Sur la table, il y avait un paquet, et sous le ruban, une carte de visite qui indiquait : Pour le commissaire Soneri. Aucune signature, pas un mot de salutation. On avait dû le déposer tôt le matin, car lorsque Juvara était arrivé au bureau, le paquet était déjà là.
– Si j’étais vous, je ne l’ouvrirais pas, ajouta-t-il. On ne vous a pas transmis la circulaire du questeur au sujet des colis et du courrier ?
Soneri haussa les épaules et joignit le planton :
– Tu sais qui a déposé un paquet pour moi, ce matin ?
Mais le planton non plus n’était pas au courant.
Dottore, reprit Juvara, d’après moi, quelqu’un a prétexté un truc pour venir le déposer ici. Si j’étais vous, je ne l’ouvrirais pas, insista-t-il encore. Personne ne vous a dit pour le collègue, en Toscane ? Il a eu le visage brûlé.
Le commissaire haussa de nouveau les épaules, détacha la carte de visite et soupesa le paquet.
– Je me fous des circulaires du questeur, affirma-t-il en arrachant le papier.
D’instinct, Juvara se recroquevilla derrière l’écran de son ordinateur, mais rien ne se passa. Soneri en tira un petit assortiment de pâtisseries surmonté de deux scarpette, deux biscuits en forme de chaussure. C’est alors que le commissaire se souvint que l’on était le 13 janvier, le jour où l’on fêtait le protecteur de Parme. – On a peur de nos souvenirs, dit-il dans un sourire amer.

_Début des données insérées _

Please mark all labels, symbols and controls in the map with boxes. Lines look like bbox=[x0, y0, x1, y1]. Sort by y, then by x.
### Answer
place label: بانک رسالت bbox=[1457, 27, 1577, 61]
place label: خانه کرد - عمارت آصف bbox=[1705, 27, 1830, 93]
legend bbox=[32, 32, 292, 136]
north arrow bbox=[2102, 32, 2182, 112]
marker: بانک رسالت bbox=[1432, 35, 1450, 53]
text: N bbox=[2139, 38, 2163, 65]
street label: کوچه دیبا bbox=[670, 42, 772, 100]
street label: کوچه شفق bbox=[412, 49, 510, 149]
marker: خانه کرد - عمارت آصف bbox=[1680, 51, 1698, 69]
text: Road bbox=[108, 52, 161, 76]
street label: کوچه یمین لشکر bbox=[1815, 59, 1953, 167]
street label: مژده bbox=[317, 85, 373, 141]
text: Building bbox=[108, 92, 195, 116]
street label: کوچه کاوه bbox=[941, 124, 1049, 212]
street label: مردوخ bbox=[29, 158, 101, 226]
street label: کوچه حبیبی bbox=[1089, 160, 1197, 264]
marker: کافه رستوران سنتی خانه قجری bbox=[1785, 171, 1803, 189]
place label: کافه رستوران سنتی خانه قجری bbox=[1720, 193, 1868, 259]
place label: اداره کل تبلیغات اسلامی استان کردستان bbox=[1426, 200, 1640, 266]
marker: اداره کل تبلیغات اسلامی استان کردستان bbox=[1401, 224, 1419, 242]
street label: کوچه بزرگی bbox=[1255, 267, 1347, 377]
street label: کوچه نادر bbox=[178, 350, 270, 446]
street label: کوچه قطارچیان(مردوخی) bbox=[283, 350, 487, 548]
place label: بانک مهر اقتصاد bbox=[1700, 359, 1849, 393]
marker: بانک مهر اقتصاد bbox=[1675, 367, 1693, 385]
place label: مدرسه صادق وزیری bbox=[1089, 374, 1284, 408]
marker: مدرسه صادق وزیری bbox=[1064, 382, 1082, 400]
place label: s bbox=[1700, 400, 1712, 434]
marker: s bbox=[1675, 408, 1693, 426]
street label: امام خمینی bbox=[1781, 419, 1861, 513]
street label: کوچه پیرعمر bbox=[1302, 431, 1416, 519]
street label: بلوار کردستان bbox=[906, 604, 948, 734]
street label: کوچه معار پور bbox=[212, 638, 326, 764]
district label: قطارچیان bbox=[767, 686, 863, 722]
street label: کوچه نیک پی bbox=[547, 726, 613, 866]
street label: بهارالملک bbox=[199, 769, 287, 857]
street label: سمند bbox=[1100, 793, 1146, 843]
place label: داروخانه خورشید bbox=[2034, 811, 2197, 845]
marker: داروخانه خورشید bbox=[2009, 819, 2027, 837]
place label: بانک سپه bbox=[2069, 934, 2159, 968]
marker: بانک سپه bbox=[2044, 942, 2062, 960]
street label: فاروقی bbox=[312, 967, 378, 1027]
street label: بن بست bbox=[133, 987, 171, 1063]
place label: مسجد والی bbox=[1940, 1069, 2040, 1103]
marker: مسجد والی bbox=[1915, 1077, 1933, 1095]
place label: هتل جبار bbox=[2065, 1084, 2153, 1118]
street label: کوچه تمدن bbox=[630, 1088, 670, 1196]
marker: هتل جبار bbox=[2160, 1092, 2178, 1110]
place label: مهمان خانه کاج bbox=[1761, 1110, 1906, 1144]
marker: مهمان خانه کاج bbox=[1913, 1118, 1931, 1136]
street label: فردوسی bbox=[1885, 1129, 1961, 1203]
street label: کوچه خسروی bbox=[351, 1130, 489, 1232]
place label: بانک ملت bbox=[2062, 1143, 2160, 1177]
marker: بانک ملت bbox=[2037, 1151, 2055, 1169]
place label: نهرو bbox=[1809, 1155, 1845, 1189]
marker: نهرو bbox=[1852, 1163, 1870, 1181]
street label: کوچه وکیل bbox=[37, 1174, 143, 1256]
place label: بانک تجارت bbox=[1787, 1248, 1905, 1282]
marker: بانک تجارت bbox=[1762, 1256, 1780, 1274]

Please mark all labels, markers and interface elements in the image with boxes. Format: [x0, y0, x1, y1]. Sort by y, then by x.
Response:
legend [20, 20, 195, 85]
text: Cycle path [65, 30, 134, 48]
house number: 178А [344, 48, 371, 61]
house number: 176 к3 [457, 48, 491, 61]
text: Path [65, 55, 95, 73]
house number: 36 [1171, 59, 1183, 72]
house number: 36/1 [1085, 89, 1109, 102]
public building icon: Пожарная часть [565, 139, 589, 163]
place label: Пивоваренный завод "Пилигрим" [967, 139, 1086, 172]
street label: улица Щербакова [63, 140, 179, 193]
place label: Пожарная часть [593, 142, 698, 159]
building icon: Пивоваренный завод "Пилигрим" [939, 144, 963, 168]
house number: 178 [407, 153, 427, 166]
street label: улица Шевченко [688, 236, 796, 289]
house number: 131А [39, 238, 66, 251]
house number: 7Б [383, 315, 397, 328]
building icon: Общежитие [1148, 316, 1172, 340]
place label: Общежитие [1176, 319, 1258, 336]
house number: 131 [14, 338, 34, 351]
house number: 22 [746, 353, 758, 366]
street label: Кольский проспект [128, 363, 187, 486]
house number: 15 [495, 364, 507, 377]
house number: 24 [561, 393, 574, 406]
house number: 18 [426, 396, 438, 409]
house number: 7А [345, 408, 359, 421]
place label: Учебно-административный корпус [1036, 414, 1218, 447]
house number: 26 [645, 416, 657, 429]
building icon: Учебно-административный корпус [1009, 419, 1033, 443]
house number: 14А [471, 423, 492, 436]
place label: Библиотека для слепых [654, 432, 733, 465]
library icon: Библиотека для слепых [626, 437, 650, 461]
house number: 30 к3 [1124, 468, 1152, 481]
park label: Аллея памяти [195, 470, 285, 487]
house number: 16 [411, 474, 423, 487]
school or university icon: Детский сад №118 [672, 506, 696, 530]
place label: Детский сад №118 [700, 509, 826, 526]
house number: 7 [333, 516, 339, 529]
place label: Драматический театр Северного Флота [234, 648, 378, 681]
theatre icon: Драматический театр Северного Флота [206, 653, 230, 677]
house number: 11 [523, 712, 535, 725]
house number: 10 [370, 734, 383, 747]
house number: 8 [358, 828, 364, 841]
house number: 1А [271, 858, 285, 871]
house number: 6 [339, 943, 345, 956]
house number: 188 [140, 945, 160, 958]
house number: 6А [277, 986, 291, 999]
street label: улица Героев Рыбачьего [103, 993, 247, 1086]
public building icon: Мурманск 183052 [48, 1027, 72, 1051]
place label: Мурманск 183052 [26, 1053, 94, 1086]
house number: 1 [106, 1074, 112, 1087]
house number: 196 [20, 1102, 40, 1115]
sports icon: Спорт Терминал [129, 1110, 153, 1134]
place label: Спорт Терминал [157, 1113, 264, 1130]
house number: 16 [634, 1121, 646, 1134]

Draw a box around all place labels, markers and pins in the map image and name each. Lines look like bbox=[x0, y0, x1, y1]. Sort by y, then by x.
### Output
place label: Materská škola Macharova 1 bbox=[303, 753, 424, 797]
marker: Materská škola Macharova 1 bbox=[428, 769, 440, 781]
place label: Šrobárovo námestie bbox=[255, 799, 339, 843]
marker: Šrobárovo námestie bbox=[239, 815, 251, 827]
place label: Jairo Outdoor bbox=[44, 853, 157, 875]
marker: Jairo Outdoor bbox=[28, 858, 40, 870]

Et devant l’expression quelque peu interdite de l’inspecteur, qui ne saisissait pas, il expliqua :
– Aujourd’hui, c’est la Saint-Hilaire, la fête de notre saint patron. Un voyageur parti de Poitiers. En voyant ses souliers troués, un cordonnier d’ici les lui a ressemelés : tu comprends pourquoi les biscuits ont cette forme ?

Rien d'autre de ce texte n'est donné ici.